Step 1 is the most important feature of dynamic programming: identifying a way in which smaller subproblems (in an optimisation problem, these are optimal substructures) can be put together to get the solution to the larger problem.

Step 2 leads to a recursive solution. Here, a recursion tree is created which represents the relationships between the sub problems.

This is a top-down approach to the problem where the solution is built up starting from the biggest instance.

Step 3 is where we convert this recursive solution to an iterative solution. This is equivalent to the proof by induction to prove the correctness of Step 2.

We do this by storing the solutions to the list of smaller subproblems in an array. Then, in each iterative step, we compute the next element in the array in similar fashion to the inductive step.

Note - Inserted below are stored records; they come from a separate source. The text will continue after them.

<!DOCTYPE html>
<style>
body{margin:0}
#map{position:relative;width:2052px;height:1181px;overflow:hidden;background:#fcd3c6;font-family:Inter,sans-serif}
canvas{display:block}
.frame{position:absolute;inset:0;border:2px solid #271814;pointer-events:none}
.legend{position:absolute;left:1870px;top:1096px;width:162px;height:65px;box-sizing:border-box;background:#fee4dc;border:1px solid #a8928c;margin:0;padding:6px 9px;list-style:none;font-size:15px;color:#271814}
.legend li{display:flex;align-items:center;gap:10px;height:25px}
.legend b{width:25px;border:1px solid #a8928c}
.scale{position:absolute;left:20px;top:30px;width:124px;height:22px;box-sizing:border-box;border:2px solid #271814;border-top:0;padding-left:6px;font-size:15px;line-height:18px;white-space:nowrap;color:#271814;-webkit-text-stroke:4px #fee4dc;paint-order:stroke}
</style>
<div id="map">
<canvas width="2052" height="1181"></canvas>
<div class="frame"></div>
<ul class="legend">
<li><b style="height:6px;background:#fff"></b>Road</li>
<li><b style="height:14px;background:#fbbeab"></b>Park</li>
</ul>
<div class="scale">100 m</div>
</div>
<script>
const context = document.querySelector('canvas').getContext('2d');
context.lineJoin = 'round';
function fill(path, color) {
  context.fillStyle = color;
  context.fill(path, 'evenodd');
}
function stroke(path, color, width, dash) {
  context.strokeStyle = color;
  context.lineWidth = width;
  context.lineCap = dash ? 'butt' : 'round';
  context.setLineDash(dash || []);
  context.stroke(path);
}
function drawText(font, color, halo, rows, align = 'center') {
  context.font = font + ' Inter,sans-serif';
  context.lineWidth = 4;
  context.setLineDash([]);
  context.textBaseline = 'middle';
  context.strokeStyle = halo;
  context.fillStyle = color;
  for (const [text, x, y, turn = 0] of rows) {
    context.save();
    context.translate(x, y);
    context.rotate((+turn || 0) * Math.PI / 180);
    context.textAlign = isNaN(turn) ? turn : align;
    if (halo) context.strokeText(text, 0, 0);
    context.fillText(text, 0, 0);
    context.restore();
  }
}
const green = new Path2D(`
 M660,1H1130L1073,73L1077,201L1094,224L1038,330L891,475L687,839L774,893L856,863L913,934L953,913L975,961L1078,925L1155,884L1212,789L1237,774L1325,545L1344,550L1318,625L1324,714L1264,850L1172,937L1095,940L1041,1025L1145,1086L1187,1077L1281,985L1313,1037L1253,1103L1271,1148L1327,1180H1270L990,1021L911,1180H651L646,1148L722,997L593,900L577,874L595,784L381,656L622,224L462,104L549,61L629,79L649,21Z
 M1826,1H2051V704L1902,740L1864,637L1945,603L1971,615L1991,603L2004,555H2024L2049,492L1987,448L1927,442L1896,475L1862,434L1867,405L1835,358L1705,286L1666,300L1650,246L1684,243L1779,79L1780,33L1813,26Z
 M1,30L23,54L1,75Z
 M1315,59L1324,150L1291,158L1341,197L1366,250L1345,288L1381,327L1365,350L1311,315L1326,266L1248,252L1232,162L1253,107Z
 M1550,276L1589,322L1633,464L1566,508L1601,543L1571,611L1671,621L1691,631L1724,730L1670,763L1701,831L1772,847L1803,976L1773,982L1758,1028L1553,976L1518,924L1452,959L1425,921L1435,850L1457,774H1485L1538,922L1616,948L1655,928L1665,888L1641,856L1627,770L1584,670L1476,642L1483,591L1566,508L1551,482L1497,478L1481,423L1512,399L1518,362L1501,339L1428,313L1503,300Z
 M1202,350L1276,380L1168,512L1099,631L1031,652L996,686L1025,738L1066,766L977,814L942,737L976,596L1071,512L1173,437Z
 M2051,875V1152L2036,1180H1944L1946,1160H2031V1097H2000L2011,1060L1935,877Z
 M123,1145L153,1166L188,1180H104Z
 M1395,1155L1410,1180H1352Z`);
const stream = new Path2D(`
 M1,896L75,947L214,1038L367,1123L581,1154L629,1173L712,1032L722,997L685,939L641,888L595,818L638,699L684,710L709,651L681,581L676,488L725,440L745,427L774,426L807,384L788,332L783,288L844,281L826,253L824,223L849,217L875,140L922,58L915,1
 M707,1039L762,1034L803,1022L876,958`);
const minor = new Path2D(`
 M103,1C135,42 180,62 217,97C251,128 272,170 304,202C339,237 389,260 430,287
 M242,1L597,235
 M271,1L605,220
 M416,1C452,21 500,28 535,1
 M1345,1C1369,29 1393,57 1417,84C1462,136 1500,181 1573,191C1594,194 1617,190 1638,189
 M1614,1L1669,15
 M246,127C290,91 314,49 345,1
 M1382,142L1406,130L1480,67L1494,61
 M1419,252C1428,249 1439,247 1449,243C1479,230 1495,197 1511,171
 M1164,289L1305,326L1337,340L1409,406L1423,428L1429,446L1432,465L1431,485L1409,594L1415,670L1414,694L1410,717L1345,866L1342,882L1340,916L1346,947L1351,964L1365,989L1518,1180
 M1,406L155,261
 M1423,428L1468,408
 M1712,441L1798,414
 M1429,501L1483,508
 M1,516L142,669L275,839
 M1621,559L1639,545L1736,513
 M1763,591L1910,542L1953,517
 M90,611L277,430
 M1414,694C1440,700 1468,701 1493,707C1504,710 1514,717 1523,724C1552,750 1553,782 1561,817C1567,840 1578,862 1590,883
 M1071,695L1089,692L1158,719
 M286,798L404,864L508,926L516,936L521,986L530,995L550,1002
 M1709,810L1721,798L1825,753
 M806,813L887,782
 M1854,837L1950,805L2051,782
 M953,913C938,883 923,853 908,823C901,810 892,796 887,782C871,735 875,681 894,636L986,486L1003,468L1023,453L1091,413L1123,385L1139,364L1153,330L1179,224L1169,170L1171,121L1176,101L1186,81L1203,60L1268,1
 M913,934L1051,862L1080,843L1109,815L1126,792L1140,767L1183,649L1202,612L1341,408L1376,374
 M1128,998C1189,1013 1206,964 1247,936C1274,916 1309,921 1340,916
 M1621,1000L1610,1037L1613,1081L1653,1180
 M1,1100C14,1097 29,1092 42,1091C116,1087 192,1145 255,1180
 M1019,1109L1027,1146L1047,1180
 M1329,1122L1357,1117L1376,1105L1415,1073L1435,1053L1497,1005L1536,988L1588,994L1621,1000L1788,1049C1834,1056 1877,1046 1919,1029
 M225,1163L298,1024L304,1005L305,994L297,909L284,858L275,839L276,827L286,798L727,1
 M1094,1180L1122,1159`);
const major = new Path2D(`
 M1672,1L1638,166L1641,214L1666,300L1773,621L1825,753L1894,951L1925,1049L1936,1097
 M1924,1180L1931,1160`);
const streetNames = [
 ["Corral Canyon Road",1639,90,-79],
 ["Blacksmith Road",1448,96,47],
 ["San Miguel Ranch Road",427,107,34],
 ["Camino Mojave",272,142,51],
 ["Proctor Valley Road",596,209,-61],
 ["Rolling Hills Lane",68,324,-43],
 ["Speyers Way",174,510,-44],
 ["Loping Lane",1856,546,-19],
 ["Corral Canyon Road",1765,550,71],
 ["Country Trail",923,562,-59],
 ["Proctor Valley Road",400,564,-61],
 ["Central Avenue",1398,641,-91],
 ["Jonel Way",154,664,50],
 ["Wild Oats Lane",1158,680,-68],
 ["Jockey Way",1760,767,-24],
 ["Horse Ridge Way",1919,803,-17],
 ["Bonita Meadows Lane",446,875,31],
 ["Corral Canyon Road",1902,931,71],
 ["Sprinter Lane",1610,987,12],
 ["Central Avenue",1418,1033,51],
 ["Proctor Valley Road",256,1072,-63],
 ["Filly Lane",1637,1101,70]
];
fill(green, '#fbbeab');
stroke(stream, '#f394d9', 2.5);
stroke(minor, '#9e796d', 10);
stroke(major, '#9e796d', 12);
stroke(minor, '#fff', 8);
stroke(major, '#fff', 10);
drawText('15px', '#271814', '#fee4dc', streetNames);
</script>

This yields an elegant direct algorithm for the problem.

The difficult part of dynamic programming is often step 1. We need to find the sub problems that can be put together to get a correct solution.

Once we’re done, the last step is to do complexity analysis. There is a simple way to determine the running time:

\[f(n) \times g(n) +h(n)\]

where:

\(f(n)\) is the number of subproblems (number of states)
\(g(n)\) is the time taken to solve each subproblem given the previous solutions
\(h(n)\) is postprocessing to extract the final answer

Often, dynamic programming algorithms have a reconstruction step where the required answer is extracted from the set of all solutions to the sub-problems that we have constructed.

Steps

The following steps are to be followed to solve any DP problem:

Analyse the structure of an optimal solution to determine how it may be expressed in terms of sub problems
- Define the terms of the recurrence
- Get the base case (only what can be solved trivially)
Write down the recursive definition of the optimal solution (doesn’t need to be code; writing down a mathematical expression is best in most cases) (perhaps the most important)
- This process is all about coming up with all ways to rewrite the problem, so be creative and consider all naive ideas you have
- A hint is to think about all possibilities in which a larger problem might be constructed (start naive and come up with better formulations)
- Figure out if any additional information is needed, if yes, pass it on through the recurrence
- See if you can get rid of redundant terms in the recurrence (terms that are taken care for implicitly)
- Figure out how to make it faster (yes this is part of the planning process too!) Going Faster
Implement a Dynamic Programming algorithm (with a reconstruction step if necessary)

Remember than DP can only be used if the sub-problems form a Directed Acyclic Graph (DAG). This is because there cannot be circular dependencies. We need to have a fixed direction in which problems are reduced so that we can solve the sub-problems in order of the topological sort.

One useful technique that can be used to arrive at the recurrence for DP problems is to fill out a table as follows:

Problem Being Solved	State the problem
Valid Choices, c	The decision that needs to be made in the recurrence
Sub-problems(c)	The immediate sub-problems we need to solve to get the solution to the problem
Contribution(c)	How we can transform the solution of the sub-problem to solve the problem
Combination over all c	The technique to combine the solutions to all subproblems

Implementing the DP Algorithm

The first thing we need to identify is the state space.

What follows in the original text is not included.